Anand Menon, professor of European Policy and Foreign Affairs at King’s College London, and director of the academic ‘think tank’ ‘The UK in a changing Europe’ considered, in conversation with ABC, that “Although the United Kingdom, Australia and the United States knew what they were doing, they did not expect such a strong response from France” and regretted that this added to the fact that the relationship between the UK and the European Union is probably “not going to be the same” after divorce. In addition, he noted that “the role that London served as a bridge” between the Twenty-seven and Washington is now vacant.

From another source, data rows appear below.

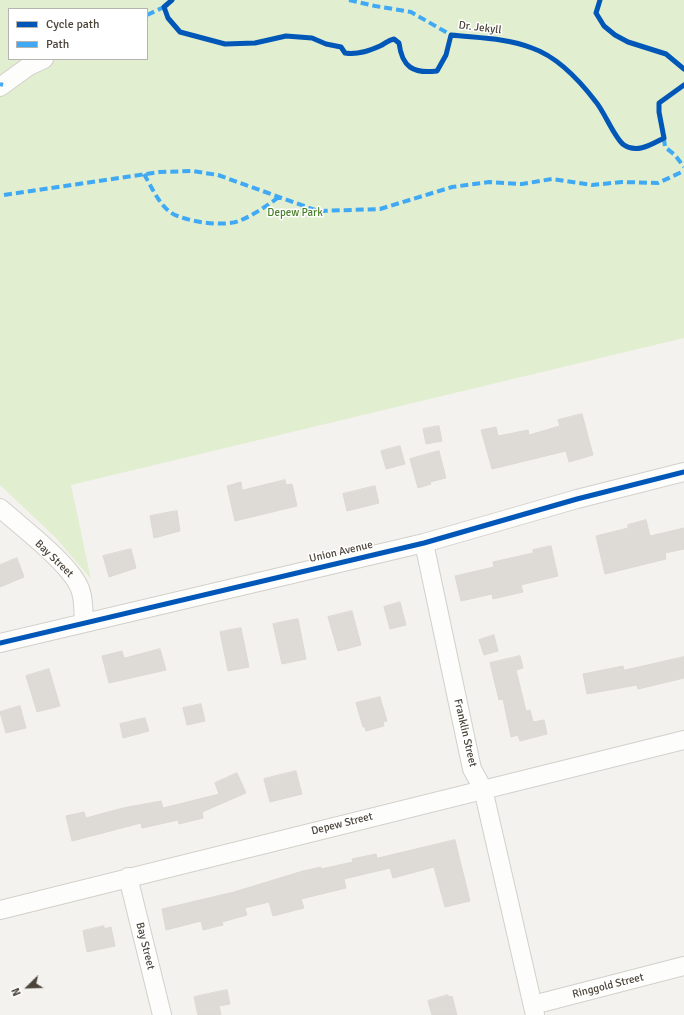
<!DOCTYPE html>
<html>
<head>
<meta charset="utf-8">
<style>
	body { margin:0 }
	#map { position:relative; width:684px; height:1015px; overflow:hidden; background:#f4f2ee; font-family:Signika,sans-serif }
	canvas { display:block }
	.legend { position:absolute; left:8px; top:8px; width:140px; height:52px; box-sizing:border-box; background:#fff; border:1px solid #b7b4b0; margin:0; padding:5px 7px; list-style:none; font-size:12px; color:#4b4439 }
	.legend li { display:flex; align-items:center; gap:8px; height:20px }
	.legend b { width:20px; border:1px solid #b7b4b0 }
	.north { position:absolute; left:8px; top:967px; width:40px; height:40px; -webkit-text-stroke:3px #fff; paint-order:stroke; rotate:247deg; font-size:11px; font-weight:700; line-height:16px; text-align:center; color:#4b4439 }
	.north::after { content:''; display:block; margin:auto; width:14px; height:18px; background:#4b4439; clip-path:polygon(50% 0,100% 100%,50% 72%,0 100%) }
</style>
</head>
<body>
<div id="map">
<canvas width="684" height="1015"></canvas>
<ul class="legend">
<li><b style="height:5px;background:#0057b8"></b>Cycle path</li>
<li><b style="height:5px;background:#3fa9f5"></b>Path</li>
</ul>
<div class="north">N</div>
</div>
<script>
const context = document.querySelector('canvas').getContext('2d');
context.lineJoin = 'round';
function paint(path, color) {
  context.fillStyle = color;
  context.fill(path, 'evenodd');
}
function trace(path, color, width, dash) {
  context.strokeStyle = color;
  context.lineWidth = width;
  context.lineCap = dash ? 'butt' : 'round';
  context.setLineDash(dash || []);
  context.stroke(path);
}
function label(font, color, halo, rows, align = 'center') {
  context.font = font + ' Signika,sans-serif';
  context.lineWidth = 3;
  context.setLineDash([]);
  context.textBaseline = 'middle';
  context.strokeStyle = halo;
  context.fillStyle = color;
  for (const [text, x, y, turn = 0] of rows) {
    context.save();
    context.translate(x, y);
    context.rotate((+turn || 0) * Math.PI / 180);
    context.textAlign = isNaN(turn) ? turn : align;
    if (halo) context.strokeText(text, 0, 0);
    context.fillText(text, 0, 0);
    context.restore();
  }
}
const green = new Path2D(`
	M 0,0 L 684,0 L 684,338 L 71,485 L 91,579 L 55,537 L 0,485 ZM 9,9 L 147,9 L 147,59 L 9,59 Z`);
const building = new Path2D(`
	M 582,414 L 593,455 L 569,462 L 566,451 L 492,469 L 481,430 L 496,427 L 498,436 L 528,430 L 529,435 L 560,426 L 558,420 Z
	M 439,426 L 442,441 L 426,444 L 423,429 Z
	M 400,446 L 405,464 L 386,469 L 381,451 Z
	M 439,451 L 446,478 L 430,482 L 431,484 L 418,488 L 410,459 Z
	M 285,480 L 286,485 L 292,484 L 297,506 L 235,521 L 227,486 L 241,482 L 242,490 Z
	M 375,486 L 379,503 L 347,511 L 343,494 Z
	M 177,511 L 180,531 L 154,538 L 150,516 Z
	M 646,520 L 650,536 L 684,528 L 684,549 L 665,553 L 666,559 L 605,574 L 596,536 L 628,528 L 628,525 Z
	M 551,546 L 558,576 L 521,585 L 523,592 L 493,599 L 492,594 L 461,601 L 455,576 L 494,567 L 493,562 L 533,553 L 533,550 Z
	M 131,549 L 136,568 L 109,577 L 103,556 Z
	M 17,558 L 24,577 L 0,587 L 0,565 Z
	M 400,602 L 406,625 L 390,629 L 384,607 Z
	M 352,611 L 361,645 L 338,651 L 328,617 Z
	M 298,619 L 306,659 L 282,664 L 273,624 Z
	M 241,628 L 249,667 L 228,671 L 220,632 Z
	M 494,635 L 498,651 L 484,655 L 479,640 Z
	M 160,649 L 166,670 L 109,683 L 102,656 L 122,651 L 124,658 Z
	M 520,656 L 523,668 L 516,670 L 526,711 L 530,710 L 533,722 L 544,720 L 547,734 L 520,741 L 518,735 L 511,737 L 503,699 L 499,700 L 490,663 Z
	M 684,657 L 684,678 L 638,689 L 637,685 L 587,694 L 583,674 L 623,666 L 624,670 Z
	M 49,669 L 60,706 L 37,712 L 26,676 Z
	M 380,697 L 387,721 L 383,722 L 384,726 L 366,731 L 365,727 L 363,727 L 356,703 Z
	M 201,704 L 205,721 L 187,725 L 183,708 Z
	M 20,706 L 26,728 L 6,733 L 0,712 Z
	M 145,718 L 149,731 L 123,738 L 120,724 Z
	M 296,771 L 302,794 L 270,802 L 264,779 Z
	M 237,773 L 246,793 L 202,812 L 203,818 L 179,824 L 178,820 L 142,828 L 141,823 L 72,841 L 66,816 L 84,812 L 86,818 L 123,808 L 161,801 L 163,808 L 219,794 L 215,783 Z
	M 455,840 L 470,901 L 445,907 L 434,867 L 393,878 L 390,868 L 344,879 L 346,888 L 301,899 L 304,908 L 273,916 L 269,902 L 245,908 L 247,915 L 222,922 L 223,925 L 203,930 L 201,921 L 166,930 L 162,909 L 234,892 L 303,871 L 321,867 L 321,869 L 353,862 L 352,859 L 376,854 L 377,858 Z
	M 104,926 L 104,929 L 111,927 L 115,946 L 87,952 L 83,931 Z
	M 227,990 L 230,1004 L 219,1006 L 221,1015 L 198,1015 L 194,997 Z
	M 448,995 L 449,997 L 452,996 L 457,1015 L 432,1015 L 428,1001 Z`);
const minor = new Path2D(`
	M 0,87 L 29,66 L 44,59
	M 0,508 C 20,526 75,567 81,592 C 84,601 83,612 84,622
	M 424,543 L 472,769 L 483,789 L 535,1015
	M 0,643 L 424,543 L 577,499 L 684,472
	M 128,877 L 162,1015
	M 0,910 L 684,740
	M 533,1005 L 684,966`);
const quiet = new Path2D(`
	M 349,0 L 375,6 L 411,12 L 451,35
	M 147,15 L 164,7
	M 0,84 L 3,85
	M 664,138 L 665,147 L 675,155 L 684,167
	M 144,174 C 151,186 159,204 170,212 C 184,222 224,227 239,221 C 254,215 266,206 279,197
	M 4,195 L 160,172 L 192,171 L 218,175 L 318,211 L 380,209 L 452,187 L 489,182 L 522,184 L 552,179 L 592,185 L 622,182 L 658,183 L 684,171`);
const cycleway = new Path2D(`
	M 172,0 L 164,7 L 168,18 L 180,32 L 225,44 L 255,43 L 286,36 L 312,38 L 326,44 L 341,47 L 345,53 C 358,55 369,51 380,46 C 386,43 388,40 394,39 L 399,43 C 402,67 413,74 437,71 L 446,55 L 451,35 C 478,38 507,38 532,48 C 558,57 580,81 596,102 C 605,113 615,139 624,145 C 637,154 652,144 664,138 L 659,112 L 659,103 L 684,85
	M 600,0 L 596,13 L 604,26 L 615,35 L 628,42 L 666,54 L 684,69
	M 0,643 L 424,543 L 577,499 L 684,472`);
const streetNames = [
	["Dr. Jekyll",480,28,7],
	["Union Avenue",341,552,-13],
	["Bay Street",54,559,44],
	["Franklin Street",465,733,77],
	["Depew Street",342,824,-14],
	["Bay Street",145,946,76],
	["Ringgold Street",608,986,-14]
];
const parkNames = [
	["Depew Park",295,213]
];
paint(green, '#e1eecf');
paint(building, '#dedbd6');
trace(building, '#dcd9d4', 1);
trace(minor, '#d2d0cb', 20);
trace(minor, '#fdfdfc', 18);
trace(quiet, '#3fa9f5', 4, [8, 4]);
trace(cycleway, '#0057b8', 5);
label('11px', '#4b4439', '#fff', streetNames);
label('11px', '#4a7f2a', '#fff', parkNames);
</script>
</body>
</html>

Of course, according to Menon, despite good relations with the North American country, currently “there is some concern in London after what happened in Afghanistan.”
Precisely this Tuesday, the organization that he presides and the School of Security Studies of King’s College, launched the report ‘Global Britain: views from abroad’, on the perception of said slogan post Brexit-its implicit intentions – all over the world. According to the document, which assesses the reaction of other major capitals to changes in the British position and its agenda for the coming years, ‘Global Britain’ is the term given to the UK’s post-Brexit foreign policy ambitions. and whose critics consider “nothing more than a rhetorical device designed to give the impression of an international influence that is largely illusory.”
But “foreign policy is a two-way street. The success of the UK’s strategy is based not only on what the government does, but also on how the political and business communities in Tokyo, New Delhi and elsewhere receive and react to it ‘, associations that’ require consent at least two parts, and perceptions of what the UK means by its’ Global Britain ‘will help shape attitudes around the world’, and that in countries like India or Japan, for the moment, they are positive.
Gesine Weber, a researcher at King’s College London who participated in the presentation of the report, considered that the fact that the United Kingdom ‘no longer remains a member of the EU forces to redefine »their position in the world, however, it will always be marked by its geographical position as a neighbor of the EU countries: “‘Global Britain’ needs ‘Global Europe'” he said. And also vice versa.